> _ACTIVITY_: Which lines below hold the word "their"? Report each one.
--- THE DATA ---
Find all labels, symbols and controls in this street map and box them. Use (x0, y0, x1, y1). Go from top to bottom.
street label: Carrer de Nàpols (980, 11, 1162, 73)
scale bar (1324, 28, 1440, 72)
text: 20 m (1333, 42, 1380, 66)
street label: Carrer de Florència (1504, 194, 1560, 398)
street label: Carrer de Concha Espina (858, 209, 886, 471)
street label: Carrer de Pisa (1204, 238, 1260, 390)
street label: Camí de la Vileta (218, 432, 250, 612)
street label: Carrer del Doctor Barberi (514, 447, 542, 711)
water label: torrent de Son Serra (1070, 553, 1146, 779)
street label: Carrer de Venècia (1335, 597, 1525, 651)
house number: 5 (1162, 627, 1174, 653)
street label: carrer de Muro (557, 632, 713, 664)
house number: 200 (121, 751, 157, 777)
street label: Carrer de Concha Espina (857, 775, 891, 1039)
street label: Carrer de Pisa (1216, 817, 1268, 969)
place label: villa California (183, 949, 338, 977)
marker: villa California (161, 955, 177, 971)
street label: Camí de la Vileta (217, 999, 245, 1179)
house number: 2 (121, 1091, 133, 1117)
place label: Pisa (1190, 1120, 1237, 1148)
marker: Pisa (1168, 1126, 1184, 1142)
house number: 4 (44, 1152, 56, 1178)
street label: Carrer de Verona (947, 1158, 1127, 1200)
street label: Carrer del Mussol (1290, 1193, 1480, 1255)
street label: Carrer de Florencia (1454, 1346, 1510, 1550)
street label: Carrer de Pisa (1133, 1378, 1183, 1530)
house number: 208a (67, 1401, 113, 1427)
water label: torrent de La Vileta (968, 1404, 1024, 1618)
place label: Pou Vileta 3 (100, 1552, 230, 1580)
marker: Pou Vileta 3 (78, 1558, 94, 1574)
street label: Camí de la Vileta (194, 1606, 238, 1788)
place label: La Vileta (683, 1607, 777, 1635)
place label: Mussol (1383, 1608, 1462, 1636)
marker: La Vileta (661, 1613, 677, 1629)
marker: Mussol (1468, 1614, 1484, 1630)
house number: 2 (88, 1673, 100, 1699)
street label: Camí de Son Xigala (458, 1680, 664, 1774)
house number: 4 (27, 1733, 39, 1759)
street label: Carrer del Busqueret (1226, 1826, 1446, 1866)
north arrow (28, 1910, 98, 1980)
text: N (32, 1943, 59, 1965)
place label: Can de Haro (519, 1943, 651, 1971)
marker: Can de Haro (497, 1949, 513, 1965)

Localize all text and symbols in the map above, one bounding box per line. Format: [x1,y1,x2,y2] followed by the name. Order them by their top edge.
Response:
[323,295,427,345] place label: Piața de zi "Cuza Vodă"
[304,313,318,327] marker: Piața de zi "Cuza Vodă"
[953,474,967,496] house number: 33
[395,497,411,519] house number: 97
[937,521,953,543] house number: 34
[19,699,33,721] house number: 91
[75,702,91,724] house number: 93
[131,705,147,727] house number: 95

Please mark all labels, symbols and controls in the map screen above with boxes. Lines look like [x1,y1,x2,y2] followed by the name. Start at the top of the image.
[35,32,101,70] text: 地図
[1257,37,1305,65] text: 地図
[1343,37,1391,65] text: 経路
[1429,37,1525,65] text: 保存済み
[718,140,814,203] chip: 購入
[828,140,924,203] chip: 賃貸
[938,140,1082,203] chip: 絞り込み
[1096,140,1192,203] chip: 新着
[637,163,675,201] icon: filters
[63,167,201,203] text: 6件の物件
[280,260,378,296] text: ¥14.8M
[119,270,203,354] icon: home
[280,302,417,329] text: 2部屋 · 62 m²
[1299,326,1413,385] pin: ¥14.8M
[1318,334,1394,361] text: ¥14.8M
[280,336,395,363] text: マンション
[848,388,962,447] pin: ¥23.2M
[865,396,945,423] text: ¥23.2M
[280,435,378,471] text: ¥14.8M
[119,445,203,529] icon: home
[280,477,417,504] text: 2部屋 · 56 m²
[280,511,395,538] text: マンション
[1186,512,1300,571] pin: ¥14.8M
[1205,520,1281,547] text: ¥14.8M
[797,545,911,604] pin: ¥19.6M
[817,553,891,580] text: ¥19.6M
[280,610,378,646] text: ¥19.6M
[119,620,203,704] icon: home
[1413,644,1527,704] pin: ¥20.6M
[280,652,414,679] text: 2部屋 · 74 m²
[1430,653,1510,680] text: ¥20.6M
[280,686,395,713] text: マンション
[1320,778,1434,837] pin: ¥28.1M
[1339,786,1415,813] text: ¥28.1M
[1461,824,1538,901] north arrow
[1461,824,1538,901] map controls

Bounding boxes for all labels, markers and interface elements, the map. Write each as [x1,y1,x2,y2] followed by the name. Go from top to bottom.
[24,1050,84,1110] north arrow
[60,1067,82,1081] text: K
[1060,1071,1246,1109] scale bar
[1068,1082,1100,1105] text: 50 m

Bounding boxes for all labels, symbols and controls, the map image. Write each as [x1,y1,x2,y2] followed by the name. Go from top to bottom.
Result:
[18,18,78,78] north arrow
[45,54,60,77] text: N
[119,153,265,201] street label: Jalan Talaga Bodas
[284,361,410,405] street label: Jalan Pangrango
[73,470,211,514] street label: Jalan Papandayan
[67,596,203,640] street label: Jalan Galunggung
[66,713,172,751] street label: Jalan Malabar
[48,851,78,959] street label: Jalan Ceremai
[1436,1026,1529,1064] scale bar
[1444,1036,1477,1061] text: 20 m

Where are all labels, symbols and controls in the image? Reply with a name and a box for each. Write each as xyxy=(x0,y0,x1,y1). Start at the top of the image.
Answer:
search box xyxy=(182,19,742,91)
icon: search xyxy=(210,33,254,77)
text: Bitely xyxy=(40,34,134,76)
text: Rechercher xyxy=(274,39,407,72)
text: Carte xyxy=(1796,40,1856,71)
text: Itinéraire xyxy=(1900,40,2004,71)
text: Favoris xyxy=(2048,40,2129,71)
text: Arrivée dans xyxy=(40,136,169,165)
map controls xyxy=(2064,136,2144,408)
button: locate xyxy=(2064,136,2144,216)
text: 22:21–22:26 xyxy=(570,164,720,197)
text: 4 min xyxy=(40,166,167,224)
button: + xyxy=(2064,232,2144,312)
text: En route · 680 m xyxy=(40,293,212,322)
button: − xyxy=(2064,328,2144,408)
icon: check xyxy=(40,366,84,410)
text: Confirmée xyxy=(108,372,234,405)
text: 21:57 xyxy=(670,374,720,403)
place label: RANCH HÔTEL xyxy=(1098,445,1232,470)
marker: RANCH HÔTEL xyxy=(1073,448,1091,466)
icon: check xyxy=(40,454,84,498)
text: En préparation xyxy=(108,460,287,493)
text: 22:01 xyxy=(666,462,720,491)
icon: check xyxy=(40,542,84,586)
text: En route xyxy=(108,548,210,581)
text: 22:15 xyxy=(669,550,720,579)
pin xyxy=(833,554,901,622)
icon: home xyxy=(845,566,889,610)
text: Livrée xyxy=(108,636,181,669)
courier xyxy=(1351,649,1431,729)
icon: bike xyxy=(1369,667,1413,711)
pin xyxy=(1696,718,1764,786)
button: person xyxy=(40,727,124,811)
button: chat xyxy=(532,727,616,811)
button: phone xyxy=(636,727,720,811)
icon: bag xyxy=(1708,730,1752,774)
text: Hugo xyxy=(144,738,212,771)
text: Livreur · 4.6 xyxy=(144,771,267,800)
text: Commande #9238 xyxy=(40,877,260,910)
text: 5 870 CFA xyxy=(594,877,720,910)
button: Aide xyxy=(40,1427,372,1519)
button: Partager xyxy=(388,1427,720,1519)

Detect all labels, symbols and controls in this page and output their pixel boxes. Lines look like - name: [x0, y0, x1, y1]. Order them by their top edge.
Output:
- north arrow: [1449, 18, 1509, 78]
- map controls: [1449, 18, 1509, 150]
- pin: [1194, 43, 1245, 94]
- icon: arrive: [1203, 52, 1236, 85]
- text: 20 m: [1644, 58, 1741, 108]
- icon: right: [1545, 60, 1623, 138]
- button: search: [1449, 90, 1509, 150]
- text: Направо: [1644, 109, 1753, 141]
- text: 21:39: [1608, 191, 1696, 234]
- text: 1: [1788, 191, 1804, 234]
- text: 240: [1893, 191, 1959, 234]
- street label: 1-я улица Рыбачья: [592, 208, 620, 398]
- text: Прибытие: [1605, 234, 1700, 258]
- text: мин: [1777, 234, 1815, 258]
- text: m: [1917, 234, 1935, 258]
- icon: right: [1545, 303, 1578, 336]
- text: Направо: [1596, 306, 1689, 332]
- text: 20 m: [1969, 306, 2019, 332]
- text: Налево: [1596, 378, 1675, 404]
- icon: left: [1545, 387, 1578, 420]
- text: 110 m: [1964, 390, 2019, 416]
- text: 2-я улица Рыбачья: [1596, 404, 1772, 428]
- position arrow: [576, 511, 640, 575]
---
> _RESPONSE TO THIS TASK_:
Localize all text and symbols in the map above, one bounding box per line. Format: [x1,y1,x2,y2] followed by the name. Order them by their top edge.
Detect all labels, symbols and controls in this page and output their pixel boxes. Lines look like - name: [x0, y0, x1, y1]. Order them by their top edge.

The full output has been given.